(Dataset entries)
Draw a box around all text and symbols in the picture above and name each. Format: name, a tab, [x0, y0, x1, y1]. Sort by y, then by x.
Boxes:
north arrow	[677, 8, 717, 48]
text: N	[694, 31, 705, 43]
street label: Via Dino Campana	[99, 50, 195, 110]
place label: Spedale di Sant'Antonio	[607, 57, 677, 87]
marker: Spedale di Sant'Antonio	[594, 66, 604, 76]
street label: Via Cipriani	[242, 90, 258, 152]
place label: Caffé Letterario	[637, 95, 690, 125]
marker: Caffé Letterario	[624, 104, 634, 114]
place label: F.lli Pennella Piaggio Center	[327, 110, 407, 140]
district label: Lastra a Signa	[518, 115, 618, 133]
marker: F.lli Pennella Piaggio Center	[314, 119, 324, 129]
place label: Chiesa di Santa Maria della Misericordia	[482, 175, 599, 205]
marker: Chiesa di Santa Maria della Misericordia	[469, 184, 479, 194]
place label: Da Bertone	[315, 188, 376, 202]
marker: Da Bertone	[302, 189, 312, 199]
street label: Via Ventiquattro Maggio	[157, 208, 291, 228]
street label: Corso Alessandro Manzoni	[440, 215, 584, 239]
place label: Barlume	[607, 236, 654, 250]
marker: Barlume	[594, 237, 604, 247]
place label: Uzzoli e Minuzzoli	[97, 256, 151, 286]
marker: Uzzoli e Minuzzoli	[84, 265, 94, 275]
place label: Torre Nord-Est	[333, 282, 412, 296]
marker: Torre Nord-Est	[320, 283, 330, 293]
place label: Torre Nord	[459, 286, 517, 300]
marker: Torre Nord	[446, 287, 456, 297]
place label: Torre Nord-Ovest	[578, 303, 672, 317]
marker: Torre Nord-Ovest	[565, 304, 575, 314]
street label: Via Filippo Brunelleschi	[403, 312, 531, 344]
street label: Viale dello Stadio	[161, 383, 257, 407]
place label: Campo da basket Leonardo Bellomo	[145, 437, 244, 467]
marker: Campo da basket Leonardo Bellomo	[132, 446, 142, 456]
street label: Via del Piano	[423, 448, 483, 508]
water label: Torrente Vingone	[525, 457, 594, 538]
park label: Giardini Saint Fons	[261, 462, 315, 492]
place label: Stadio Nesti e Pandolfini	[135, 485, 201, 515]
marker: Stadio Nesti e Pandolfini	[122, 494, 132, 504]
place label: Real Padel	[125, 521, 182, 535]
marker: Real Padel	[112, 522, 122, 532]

■ Exercise requirements
A copy of each line in the data above that holds the string "Pennella" is needed.

■ Problem solution
place label: F.lli Pennella Piaggio Center	[327, 110, 407, 140]
marker: F.lli Pennella Piaggio Center	[314, 119, 324, 129]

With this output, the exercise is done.